▸ Problem requirements: Pull every line with "Mapa" from the data.

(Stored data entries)

BEGIN

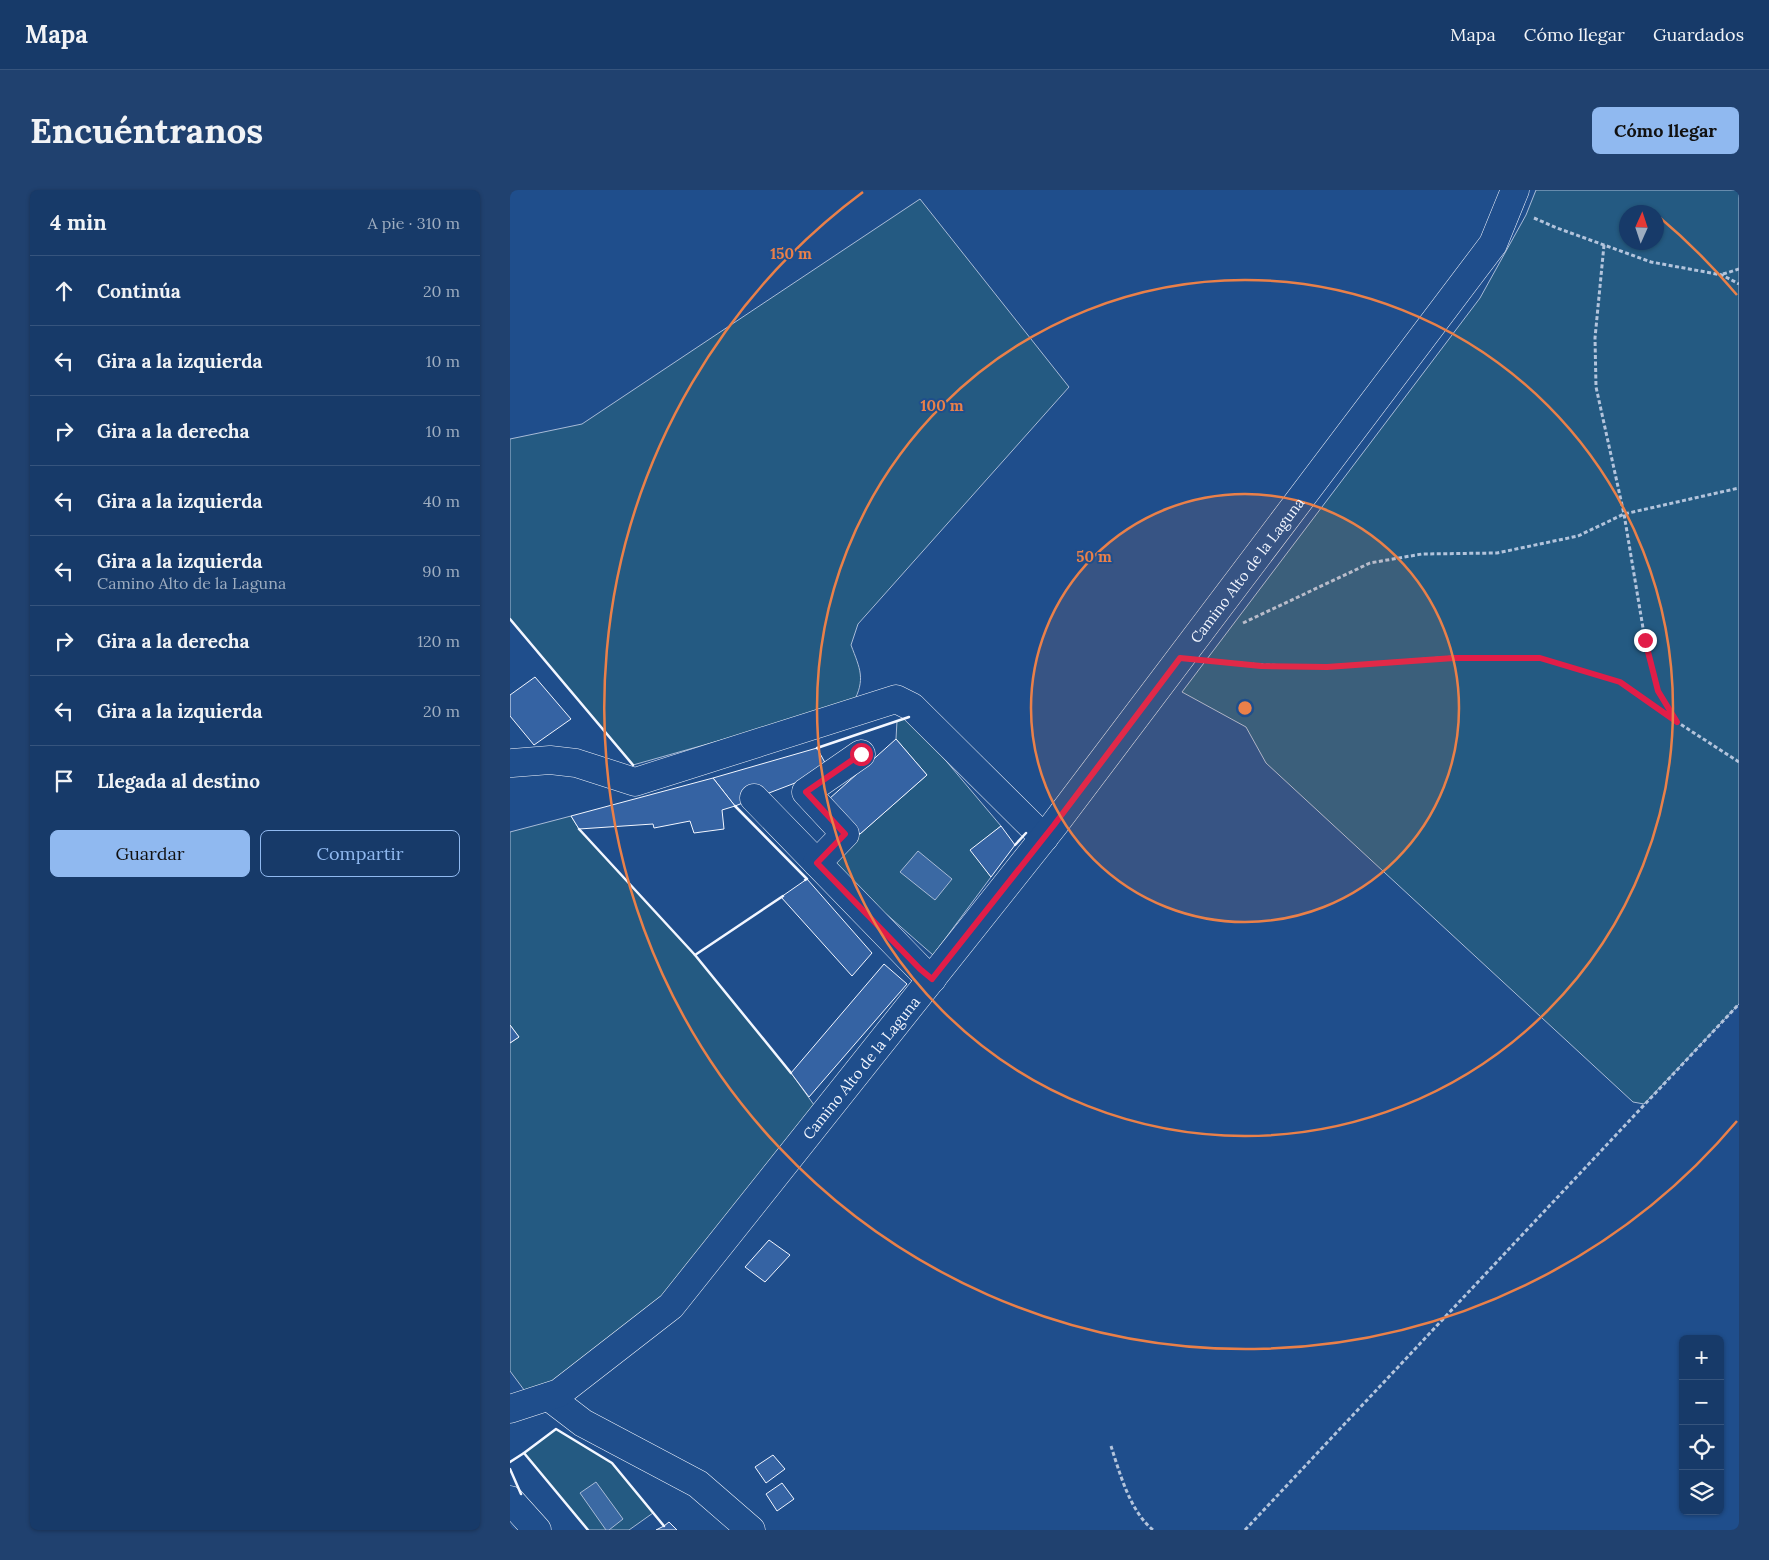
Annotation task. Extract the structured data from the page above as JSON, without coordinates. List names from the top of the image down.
{
  "streets": {
    "street": ["Camino Alto de la Laguna"]
  },
  "north": "top",
  "page": {
    "header": "Mapa",
    "nav": ["Mapa", "Cómo llegar", "Guardados"],
    "buttons": [
      "Cómo llegar",
      ["Guardar", "Compartir"]
    ],
    "title": "Encuéntranos",
    "heading": ["4 min", "A pie · 310 m"],
    "list": [
      ["Continúa", "20 m"],
      ["Gira a la izquierda", "10 m"],
      ["Gira a la derecha", "10 m"],
      ["Gira a la izquierda", "40 m"],
      ["Gira a la izquierda", "Camino Alto de la Laguna", "90 m"],
      ["Gira a la derecha", "120 m"],
      ["Gira a la izquierda", "20 m"],
      "Llegada al destino"
    ],
    "map_buttons": ["+", "−"]
  },
  "rings": ["150 m", "100 m", "50 m"]
}
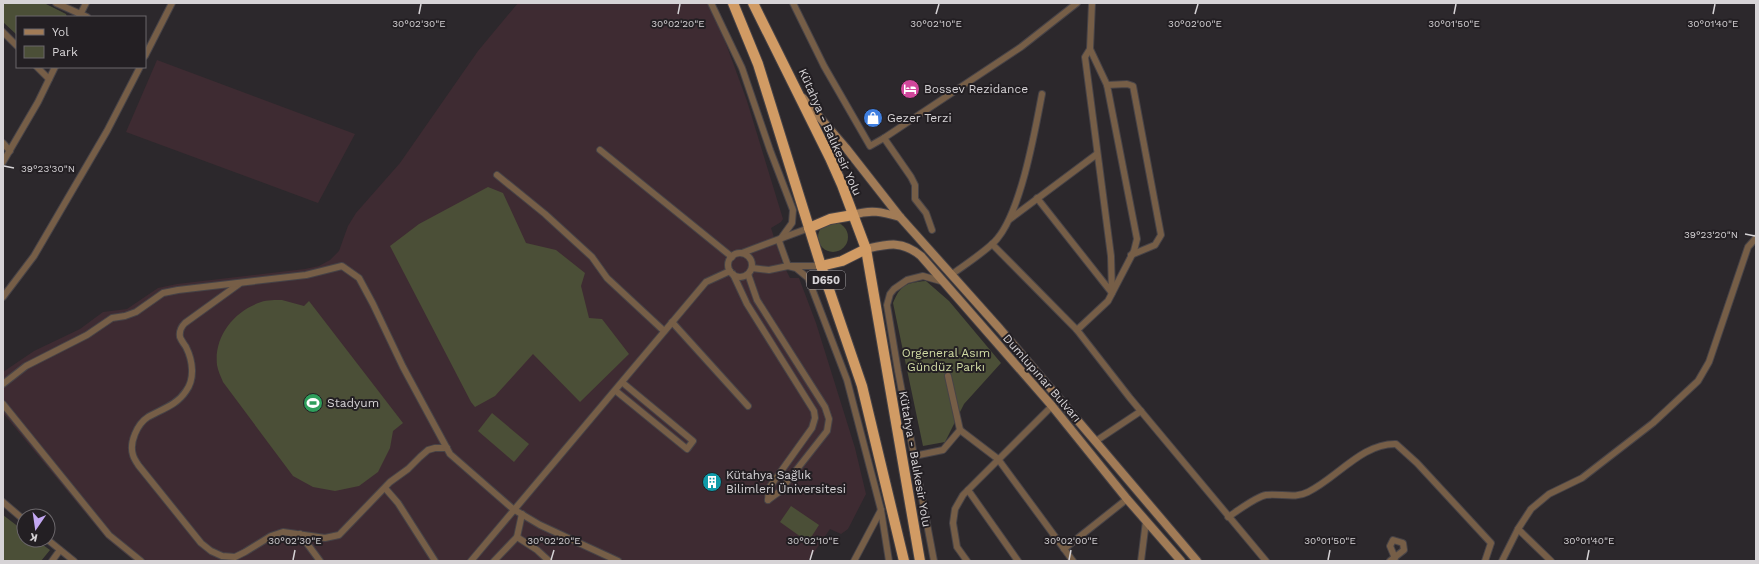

END

▸ Result of the task:
    "header": "Mapa",
    "nav": ["Mapa", "Cómo llegar", "Guardados"],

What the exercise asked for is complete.